Third, we often have situations in which we can capture the dynamics say by a deterministic model like $$ \dot{x}=f(x) $$ but need to account for the fact that in addition to the deterministic part of the dynamics, we also have a random force that, as time progresses, adds little random changes to the state, which implies that even for the same initial condition there’s an entire family or trajectories that are generated by a model and that are possible observations, so we would like to understand this: The influence of noise: Particle are subject to a force that attracts them to the center at long range and repells the at short range. A noisy force makes them wiggle. Eventually the crowd will be distributed along a circle. $$ \dot{x}=f(x)+\text{“Noise”} $$

and we need to figure out how to handle the noisy force in a systematic way. This naturally leads to stochastic differential equations or Langevin-equations.

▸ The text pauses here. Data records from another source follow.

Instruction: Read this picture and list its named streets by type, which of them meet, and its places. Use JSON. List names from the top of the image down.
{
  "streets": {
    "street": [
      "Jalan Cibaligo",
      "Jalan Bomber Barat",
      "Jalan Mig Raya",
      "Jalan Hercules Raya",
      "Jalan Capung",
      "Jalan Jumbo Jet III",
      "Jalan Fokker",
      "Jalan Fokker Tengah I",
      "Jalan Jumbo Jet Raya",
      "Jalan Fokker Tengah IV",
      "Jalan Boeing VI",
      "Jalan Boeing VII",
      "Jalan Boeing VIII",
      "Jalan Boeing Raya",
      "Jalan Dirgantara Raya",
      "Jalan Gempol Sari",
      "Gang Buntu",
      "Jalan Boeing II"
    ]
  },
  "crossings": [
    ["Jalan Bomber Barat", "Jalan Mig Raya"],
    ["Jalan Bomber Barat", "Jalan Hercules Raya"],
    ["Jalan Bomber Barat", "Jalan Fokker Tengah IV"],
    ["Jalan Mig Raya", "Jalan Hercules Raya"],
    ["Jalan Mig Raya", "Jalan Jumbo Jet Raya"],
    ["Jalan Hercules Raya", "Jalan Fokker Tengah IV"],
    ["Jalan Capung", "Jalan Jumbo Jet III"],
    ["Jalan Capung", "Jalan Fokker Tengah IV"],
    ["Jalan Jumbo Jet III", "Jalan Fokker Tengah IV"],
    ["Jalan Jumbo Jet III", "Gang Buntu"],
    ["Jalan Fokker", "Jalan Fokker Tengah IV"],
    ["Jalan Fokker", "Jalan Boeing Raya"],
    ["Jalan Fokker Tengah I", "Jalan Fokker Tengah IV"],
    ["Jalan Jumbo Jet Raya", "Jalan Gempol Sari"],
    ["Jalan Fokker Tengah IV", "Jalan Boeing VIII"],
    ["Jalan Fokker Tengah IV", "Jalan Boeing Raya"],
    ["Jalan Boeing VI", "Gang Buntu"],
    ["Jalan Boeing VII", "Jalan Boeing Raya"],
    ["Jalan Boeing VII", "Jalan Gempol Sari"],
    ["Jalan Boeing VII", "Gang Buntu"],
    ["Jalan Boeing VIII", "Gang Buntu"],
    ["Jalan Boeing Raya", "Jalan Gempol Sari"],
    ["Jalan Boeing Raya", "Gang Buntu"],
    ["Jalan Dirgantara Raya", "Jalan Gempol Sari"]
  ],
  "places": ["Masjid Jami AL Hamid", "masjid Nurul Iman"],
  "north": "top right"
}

Finally, there are situations in which events occur at random times, for instance the firing of action potentials by a neurons, or the collision of particles in a container, or the encounter of two animals in a habitat. In many situations like this we need a way to model random time sequences $t_{n}<t_{n+1}$ that are ordered but random. A prime example of such a random process is called Poisson-Process which we will discuss in detail below. Random event sequences: In each small time interval $\Delta t$ with a small probability $\Delta t \alpha$ a spike is generated. $\alpha$ is the probability rate.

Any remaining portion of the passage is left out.